──────── Data records ────────
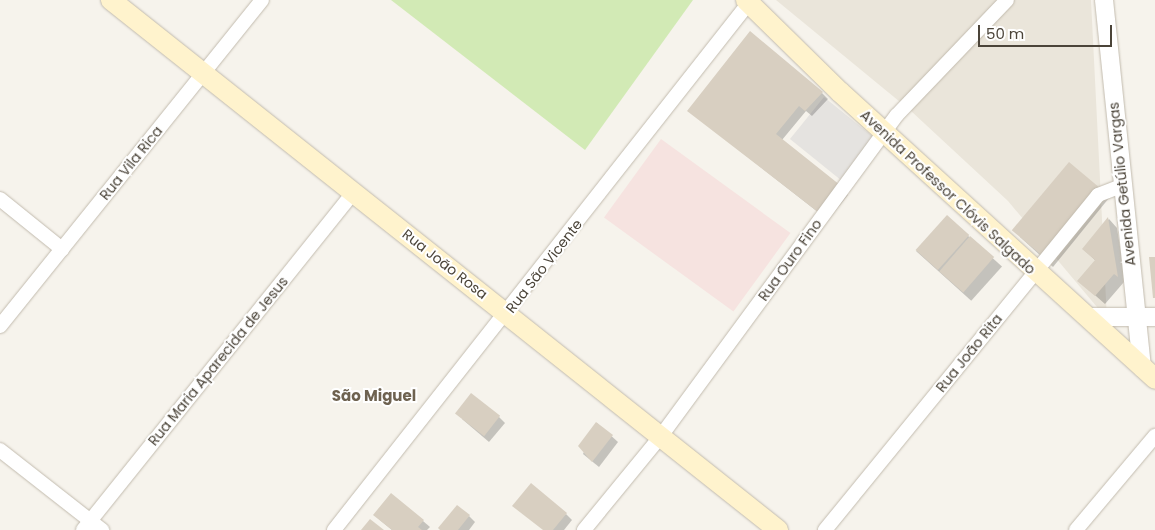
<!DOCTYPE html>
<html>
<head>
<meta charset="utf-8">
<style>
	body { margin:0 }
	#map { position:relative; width:1155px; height:530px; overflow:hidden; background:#f6f3ec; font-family:Poppins,sans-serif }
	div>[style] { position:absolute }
	.residential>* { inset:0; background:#eae5da }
	.medical>* { inset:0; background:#f6e3e0; transform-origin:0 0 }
	.green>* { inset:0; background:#d2eab5 }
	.parking>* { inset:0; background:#e5e3e0; transform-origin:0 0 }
	.shadow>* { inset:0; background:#0003; transform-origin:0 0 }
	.building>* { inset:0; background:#d8cfc1; transform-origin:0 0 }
	.roads { filter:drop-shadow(0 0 1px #c2bbae) drop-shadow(0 0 1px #c2bbae) }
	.minor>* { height:14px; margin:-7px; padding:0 7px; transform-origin:7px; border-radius:7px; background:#fff }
	.tertiary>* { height:18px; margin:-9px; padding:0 9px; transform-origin:9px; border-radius:9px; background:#fff }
	.secondary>* { height:20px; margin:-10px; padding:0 10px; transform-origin:10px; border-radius:10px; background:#fff3cd }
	span { translate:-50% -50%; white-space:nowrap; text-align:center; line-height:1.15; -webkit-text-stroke:4px #fff; paint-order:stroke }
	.street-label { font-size:14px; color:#4b4439 }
	.neighbourhood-label { font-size:15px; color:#6e6250; font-weight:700 }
	.scale { position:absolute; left:978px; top:25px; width:134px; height:22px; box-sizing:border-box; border:2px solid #4b4439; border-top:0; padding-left:6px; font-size:15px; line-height:18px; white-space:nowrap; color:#4b4439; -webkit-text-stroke:4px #fff; paint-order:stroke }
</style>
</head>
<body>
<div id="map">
	<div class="residential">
		<i style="clip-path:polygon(776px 0,1091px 0,1107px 319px,1008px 201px,911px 111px)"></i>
	</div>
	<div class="medical">
		<i style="left:661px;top:139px;width:160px;height:97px;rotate:36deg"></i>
	</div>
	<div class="green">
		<i style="clip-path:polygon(391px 0,693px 0,585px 150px)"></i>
	</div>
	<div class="parking">
		<i style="left:824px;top:97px;width:65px;height:54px;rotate:39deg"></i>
	</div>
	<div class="shadow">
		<i style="clip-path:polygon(822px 93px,828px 99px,812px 116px,806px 111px,782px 140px,848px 195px,828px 220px,689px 111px)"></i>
		<i style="clip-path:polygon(1100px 189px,1109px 198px,1053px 267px,1020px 237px)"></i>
		<i style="left:947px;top:217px;width:74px;height:46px;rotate:42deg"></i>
		<i style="clip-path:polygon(1109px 219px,1117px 228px,1126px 284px,1124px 282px,1105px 304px,1079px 281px,1096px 261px,1083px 249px)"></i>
		<i style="clip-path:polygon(499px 417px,505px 423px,489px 442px,462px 419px)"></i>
		<i style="clip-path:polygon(597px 423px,618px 442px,599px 467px,583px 454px)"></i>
		<i style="clip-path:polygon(391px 495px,423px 521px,430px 527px,427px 530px,392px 530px,381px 521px,375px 515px)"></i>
		<i style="clip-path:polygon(566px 514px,572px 520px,564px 530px,543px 530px)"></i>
		<i style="clip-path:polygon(469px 516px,475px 522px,469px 530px,441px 530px)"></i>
	</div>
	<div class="building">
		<i style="clip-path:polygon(750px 31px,823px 92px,805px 111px,799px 106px,776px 134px,840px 185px,818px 212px,687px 111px)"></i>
		<i style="left:1069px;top:162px;width:40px;height:89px;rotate:40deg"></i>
		<i style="left:947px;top:215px;width:30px;height:47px;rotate:42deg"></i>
		<i style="clip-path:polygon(1108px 217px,1118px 277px,1114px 274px,1095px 296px,1077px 281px,1095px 260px,1082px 249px)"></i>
		<i style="left:970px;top:236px;width:32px;height:47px;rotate:41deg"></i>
		<i style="clip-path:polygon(1149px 257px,1155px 257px,1155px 298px,1153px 298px)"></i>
		<i style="left:471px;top:393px;width:37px;height:26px;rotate:38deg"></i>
		<i style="clip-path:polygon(596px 422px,613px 435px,592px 462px,578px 446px)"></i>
		<i style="clip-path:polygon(531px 483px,567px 513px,553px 530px,543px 530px,512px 506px)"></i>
		<i style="clip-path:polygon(391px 493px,424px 520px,418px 527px,422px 530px,392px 530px,373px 515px)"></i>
		<i style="clip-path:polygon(457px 505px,470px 515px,458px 530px,440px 530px,438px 528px)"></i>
		<i style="clip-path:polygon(370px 519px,384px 530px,361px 530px)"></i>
	</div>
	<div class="roads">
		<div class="minor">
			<i style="left:0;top:199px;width:80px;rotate:38.9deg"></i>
			<i style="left:0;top:326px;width:418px;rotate:-51.2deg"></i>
			<i style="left:0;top:450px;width:130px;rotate:38.1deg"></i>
			<i style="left:83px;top:530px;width:432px;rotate:-51.3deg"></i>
			<i style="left:334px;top:530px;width:674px;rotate:-51.8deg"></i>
			<i style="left:584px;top:530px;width:122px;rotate:-50.7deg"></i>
			<i style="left:661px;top:436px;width:398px;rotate:-53.7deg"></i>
			<i style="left:897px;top:115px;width:159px;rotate:-46.3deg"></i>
			<i style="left:825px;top:530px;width:432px;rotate:-50.8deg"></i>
			<i style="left:1098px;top:195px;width:25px;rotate:-21deg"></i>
			<i style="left:1076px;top:530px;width:123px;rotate:-50deg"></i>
		</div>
		<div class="tertiary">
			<i style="left:1104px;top:0;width:370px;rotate:84.1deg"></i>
			<i style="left:1087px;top:317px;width:68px"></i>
		</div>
		<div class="secondary">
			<i style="left:111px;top:0;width:852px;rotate:38.47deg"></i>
			<i style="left:746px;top:0;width:132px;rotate:44.4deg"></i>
			<i style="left:840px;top:92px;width:426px;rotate:42.3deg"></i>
		</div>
	</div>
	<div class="street-label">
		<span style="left:131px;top:163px;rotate:-51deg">Rua Vila Rica</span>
		<span style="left:1122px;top:184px;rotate:-96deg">Avenida Getúlio Vargas</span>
		<span style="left:948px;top:192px;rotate:43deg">Avenida Professor Clóvis Salgado</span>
		<span style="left:790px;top:260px;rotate:-54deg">Rua Ouro Fino</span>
		<span style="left:445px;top:264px;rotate:38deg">Rua João Rosa</span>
		<span style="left:544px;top:266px;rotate:-52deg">Rua São Vicente</span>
		<span style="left:969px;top:353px;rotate:-51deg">Rua João Rita</span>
		<span style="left:218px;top:361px;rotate:-51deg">Rua Maria Aparecida de Jesus</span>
	</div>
	<div class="neighbourhood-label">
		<span style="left:374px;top:396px">São Miguel</span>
	</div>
	<div class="scale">50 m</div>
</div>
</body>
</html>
────────
• [What you will do]: Could you transcribe the entries above word for word, from the line with "inset:0; background:#d8cfc1; transform-origin:0" down to the line with "translate:-50% -50%; white-space:nowrap;", keeping both?

• [Output for this task]:
	.building>* { inset:0; background:#d8cfc1; transform-origin:0 0 }
	.roads { filter:drop-shadow(0 0 1px #c2bbae) drop-shadow(0 0 1px #c2bbae) }
	.minor>* { height:14px; margin:-7px; padding:0 7px; transform-origin:7px; border-radius:7px; background:#fff }
	.tertiary>* { height:18px; margin:-9px; padding:0 9px; transform-origin:9px; border-radius:9px; background:#fff }
	.secondary>* { height:20px; margin:-10px; padding:0 10px; transform-origin:10px; border-radius:10px; background:#fff3cd }
	span { translate:-50% -50%; white-space:nowrap; text-align:center; line-height:1.15; -webkit-text-stroke:4px #fff; paint-order:stroke }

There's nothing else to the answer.